02. No âmbito doutrinário, a responsabilidade civil da Administração viveu três fases distintas: passou da irresponsabilidade, quando predominou o princípio the king can do not wrong (o rei é imune à perpetração de ilícito), para a responsabilidade com culpa, evoluindo, deste estágio, para a teoria do risco administrativo, que, entre nós, depois de adotada pela Constituição de 1946, prevalece até hoje.

A teoria da irresponsabilidade restou elidida, por inteiro, desde 1947, quando a Inglaterra resolveu expungi-la do seu ordenamento jurídico, seguindo, no ponto, os Estados Unidos da América do Norte, que editaram, em 1946, o Federal Tort Claims Act.

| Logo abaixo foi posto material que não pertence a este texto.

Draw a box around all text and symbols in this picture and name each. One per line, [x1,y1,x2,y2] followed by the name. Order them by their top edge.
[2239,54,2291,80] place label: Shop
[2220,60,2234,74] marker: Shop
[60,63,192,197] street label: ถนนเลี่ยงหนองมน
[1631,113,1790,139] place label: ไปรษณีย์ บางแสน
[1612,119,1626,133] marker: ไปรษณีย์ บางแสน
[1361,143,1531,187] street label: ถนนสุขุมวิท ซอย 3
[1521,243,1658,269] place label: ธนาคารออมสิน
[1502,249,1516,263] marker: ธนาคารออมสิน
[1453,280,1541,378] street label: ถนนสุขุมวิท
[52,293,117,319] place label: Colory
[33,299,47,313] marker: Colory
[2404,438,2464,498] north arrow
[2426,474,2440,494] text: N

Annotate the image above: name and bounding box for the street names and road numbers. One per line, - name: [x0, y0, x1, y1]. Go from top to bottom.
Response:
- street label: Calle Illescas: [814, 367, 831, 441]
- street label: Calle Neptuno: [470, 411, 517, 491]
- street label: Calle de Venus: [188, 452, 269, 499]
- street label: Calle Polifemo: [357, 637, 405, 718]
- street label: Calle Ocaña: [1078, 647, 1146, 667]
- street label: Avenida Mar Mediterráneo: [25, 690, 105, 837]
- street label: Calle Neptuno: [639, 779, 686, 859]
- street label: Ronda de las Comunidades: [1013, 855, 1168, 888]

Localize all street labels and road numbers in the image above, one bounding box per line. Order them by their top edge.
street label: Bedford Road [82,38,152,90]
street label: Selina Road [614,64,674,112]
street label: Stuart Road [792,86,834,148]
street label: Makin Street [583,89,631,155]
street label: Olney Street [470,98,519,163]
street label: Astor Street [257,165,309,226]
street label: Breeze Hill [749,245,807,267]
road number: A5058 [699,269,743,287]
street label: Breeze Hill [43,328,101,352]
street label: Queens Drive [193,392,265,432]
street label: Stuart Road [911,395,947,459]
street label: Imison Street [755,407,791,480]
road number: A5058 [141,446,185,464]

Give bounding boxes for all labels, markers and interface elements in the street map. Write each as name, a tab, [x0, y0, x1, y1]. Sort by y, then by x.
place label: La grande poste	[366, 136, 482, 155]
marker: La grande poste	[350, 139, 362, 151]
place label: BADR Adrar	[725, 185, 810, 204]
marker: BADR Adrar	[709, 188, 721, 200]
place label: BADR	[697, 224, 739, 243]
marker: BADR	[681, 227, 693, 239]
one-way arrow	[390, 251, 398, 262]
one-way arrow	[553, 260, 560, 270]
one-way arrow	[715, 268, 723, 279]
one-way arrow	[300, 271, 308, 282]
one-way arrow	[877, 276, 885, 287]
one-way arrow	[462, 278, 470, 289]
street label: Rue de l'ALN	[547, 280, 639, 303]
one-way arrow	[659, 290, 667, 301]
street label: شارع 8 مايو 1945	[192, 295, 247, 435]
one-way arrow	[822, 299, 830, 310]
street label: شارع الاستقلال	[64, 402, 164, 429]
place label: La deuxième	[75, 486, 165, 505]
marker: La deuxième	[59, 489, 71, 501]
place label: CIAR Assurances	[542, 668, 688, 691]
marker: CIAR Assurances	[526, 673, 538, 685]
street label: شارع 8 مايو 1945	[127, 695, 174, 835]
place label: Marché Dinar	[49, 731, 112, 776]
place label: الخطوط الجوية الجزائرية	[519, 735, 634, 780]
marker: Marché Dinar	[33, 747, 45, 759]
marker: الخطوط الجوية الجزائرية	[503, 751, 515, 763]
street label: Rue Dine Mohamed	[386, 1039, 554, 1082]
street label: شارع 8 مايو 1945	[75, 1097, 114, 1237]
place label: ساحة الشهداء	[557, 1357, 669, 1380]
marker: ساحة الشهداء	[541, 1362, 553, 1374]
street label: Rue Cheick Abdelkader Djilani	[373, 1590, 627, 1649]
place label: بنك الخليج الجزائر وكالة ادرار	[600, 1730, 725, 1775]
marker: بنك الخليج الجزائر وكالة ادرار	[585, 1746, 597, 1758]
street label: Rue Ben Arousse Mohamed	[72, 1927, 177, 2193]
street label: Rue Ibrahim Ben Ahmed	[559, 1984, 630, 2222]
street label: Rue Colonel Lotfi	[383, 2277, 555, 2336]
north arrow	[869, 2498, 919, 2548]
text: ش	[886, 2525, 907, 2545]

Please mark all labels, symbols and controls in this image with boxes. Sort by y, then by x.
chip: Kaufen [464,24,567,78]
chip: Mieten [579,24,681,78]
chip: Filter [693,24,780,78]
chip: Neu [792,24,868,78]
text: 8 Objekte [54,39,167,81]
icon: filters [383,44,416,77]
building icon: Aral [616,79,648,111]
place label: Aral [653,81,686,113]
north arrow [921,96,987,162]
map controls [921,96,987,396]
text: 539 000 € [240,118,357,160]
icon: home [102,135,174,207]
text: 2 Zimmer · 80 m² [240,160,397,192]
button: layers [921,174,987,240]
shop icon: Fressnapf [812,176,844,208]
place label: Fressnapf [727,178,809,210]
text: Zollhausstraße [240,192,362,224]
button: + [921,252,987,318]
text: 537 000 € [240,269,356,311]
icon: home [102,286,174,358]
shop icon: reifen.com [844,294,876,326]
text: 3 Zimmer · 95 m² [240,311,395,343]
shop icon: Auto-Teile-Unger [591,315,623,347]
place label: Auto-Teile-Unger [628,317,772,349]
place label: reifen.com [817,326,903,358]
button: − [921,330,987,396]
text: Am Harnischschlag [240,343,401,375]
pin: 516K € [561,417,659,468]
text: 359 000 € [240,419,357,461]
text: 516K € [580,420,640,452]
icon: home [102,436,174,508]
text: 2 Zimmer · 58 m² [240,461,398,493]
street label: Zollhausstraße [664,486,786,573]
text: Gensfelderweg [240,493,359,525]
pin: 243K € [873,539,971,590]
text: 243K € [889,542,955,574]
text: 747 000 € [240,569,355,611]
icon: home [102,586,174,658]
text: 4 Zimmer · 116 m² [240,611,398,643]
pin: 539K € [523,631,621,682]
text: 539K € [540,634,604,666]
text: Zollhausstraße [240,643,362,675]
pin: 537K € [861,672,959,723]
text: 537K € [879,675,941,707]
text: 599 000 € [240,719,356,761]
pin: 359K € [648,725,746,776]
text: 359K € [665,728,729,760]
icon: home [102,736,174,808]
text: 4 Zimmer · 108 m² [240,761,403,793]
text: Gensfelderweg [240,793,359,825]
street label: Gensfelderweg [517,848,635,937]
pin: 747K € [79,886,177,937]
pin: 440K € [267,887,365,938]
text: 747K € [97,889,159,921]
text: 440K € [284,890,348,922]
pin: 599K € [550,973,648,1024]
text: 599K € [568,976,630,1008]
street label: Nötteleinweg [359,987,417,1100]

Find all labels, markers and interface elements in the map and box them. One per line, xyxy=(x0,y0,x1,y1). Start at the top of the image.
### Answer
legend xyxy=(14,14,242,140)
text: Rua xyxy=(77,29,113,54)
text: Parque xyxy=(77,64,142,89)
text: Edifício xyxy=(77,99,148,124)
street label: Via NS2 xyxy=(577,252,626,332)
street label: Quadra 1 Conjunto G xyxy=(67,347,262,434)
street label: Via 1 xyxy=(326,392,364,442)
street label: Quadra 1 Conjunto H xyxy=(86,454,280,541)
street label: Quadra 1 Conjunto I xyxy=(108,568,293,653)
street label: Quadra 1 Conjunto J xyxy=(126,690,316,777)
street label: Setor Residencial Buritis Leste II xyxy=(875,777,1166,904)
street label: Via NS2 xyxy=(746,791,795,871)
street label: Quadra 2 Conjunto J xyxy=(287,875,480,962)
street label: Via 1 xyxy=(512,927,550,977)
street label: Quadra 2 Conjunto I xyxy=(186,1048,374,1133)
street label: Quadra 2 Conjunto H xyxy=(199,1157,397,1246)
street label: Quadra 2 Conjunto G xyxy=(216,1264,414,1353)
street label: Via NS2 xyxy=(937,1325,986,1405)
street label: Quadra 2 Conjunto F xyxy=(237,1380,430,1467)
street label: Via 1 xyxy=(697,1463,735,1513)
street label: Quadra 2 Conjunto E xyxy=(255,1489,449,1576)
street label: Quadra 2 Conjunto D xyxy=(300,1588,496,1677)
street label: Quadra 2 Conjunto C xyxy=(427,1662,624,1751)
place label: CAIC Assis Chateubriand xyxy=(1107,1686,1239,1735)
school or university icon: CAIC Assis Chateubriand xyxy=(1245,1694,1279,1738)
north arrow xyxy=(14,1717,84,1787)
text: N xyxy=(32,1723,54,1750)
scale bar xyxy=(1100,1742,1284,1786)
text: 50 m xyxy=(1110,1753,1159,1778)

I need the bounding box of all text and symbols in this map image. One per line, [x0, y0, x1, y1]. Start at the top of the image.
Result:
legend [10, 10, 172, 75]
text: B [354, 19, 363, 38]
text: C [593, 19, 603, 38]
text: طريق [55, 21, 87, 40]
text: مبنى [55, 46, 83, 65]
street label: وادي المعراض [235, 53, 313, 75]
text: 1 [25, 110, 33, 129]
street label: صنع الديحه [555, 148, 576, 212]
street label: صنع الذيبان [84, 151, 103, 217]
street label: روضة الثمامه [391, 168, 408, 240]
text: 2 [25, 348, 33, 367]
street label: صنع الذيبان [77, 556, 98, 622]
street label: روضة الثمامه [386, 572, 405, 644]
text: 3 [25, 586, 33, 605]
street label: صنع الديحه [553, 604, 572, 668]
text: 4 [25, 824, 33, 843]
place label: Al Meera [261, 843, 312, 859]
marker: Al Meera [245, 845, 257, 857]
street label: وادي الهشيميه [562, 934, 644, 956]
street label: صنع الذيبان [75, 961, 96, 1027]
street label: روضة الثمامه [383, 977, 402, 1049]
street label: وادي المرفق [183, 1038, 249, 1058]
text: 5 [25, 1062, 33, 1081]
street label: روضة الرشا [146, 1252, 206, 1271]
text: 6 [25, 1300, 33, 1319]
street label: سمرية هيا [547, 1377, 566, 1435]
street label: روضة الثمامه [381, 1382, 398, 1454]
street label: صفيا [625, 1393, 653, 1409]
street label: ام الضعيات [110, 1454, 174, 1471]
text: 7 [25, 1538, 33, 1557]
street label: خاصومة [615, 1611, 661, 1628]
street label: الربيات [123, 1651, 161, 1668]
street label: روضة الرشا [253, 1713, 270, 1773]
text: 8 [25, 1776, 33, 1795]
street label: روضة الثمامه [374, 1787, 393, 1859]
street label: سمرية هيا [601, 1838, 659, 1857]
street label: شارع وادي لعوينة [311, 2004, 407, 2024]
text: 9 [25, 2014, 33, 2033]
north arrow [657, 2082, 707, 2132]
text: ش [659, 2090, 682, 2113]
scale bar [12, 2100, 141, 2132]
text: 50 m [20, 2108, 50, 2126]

A teoria da responsabilidade com culpa que, para os fins cogitados, equipara a Administração e o indivíduo, perde terreno a cada momento, ante o avanço das regras de Direito Público sobre as normas de Direito Privado, no tocante à disciplina das relações que se formam entre o particular e o Estado, no espaço físico sujeito ao seu domínio eminente.

Após madura reflexão, perceberam os cultores do Direito Público que se afigura impossível, de modo terminante, nivelar o Estado, ao qual a ordem jurídica reconhece e assegura uma série de privilégios administrativos, ao particular, que se movimenta, em face dessa entidade, inteiramente despido de prerrogativas públicas.

Constatação em causa, que se mostrou e ainda se mostra absolutamente irredutível, levou a doutrina a proclamar, sem discrepância, que não há como responsabilizar a Administração, pelos danos que os seus agentes vierem a causar aos administrados, com base na aplicação dos genuínos princípios norteadores da culpa civil.

Colocados em frente dessa realidade, os publicistas propuseram três critérios para a solução do impasse: (i) o risco integral, (ii) a culpa administrativa e (iii) o risco administrativo.

O risco integral, que é o risco administrativo levado ao extremo, contou com pouquíssimas adesões, pois conduz a uma conseqüência inaceitável em termos absolutos: compele a Administração a indenizar todo e qualquer dano sofrido por terceiro, conexionado com ato perpetrado pelos seus agentes, ainda que, para a sua produção, tenha sido determinante o dolo ou a culpa da vítima.

Em vista de tão iníquos efeitos, o Direito Administrativo Brasileiro jamais aceitou a teoria do risco integral, como evidenciam os julgados do Excelso Pretório, respeitantes ao tema responsabilidade civil da Administração, e toda a doutrina que se formou a propósito dos nossos documentos constitucionais, editados desde 1946, embora alguns estudiosos advoguem que a culpa administrativa, ou a falta do serviço, é a tese que melhor informa a reparação dos danos sofridos pelas pessoas físicas ou jurídicas, quando resultantes de uma atividade empreendida pela União, pelos Estados membros, pelos Municípios, pelas autarquias ou pelas prestadoras de serviço público.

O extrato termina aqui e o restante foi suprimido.